Segment Start: Given records
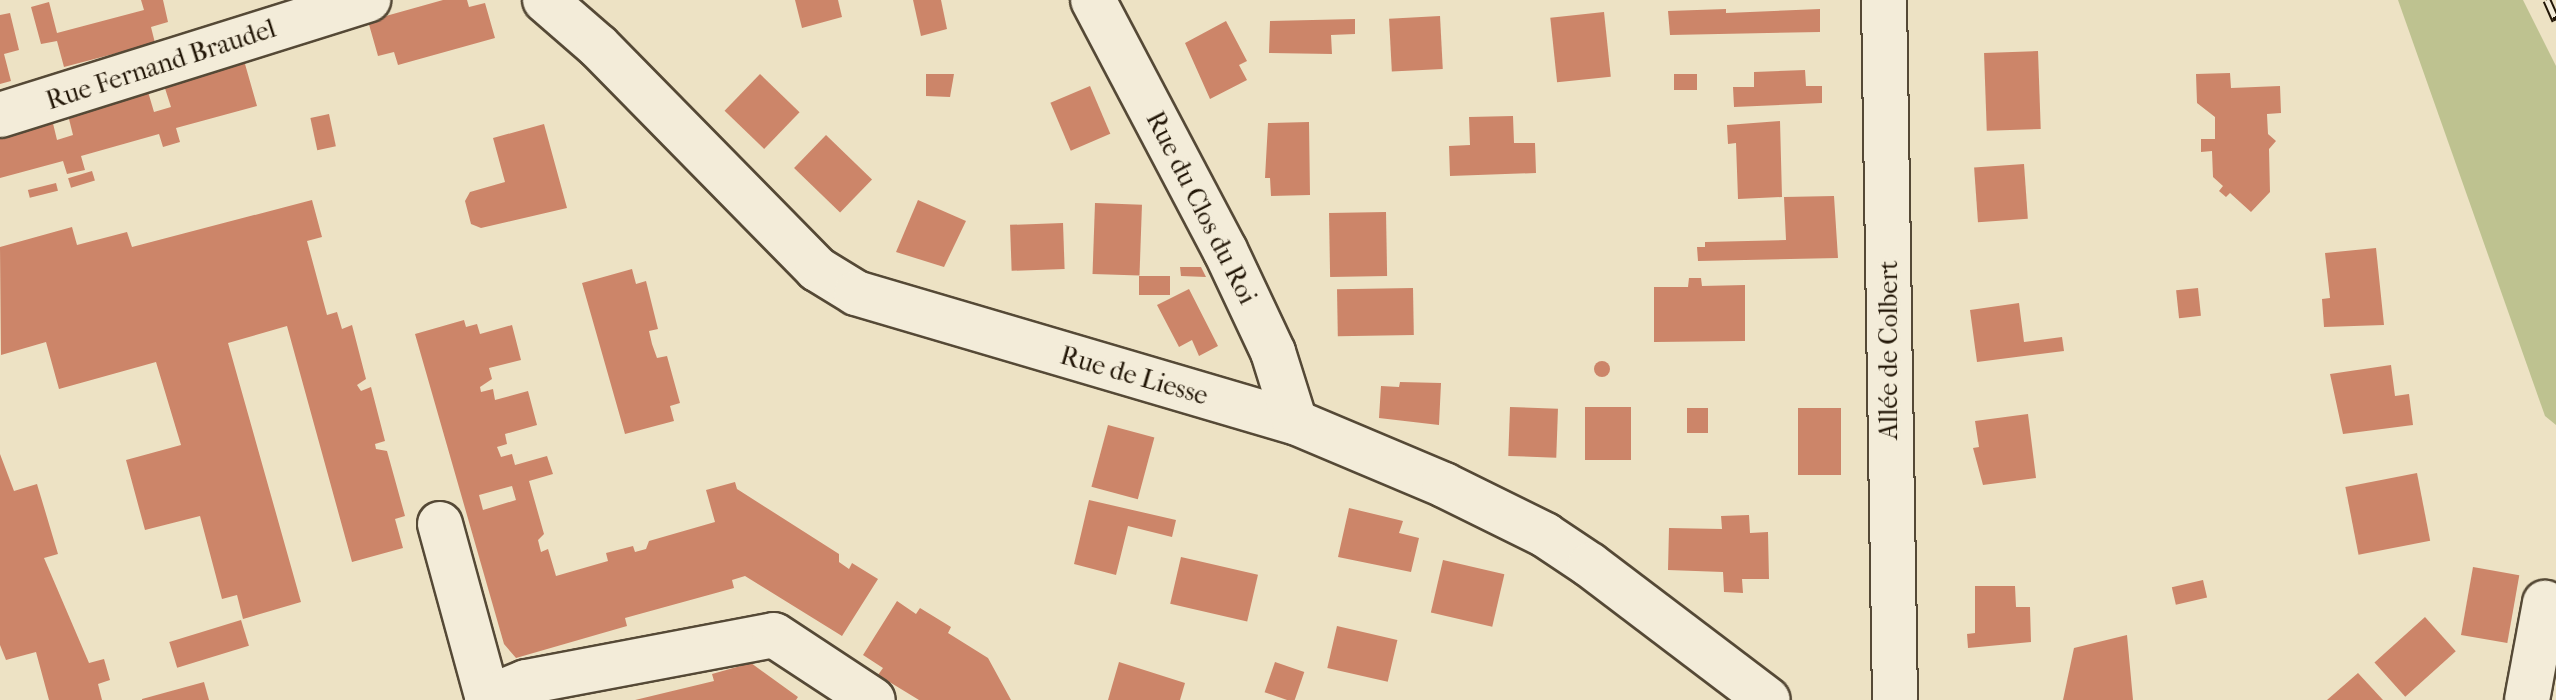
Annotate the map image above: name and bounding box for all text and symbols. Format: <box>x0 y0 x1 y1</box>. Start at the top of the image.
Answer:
Segment End: Given records
Segment Start: Given records
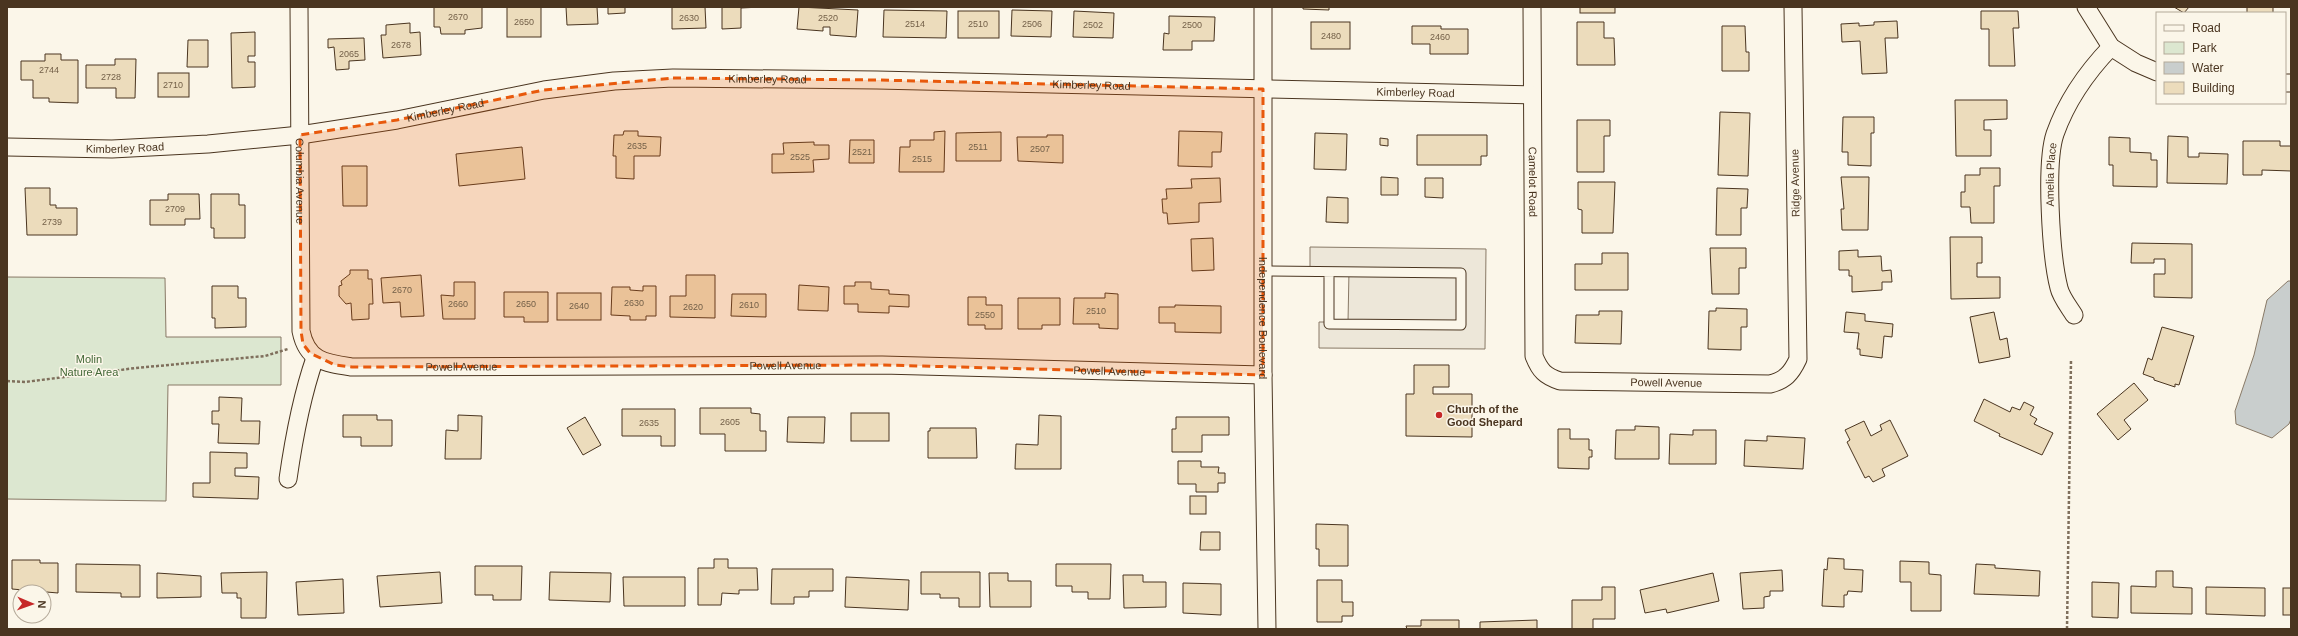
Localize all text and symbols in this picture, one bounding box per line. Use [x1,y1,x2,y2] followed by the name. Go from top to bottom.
Segment End: Given records
— Work request —
The response must consist solely of the number of lines in the listing above that contain "name".

— Finished task —
2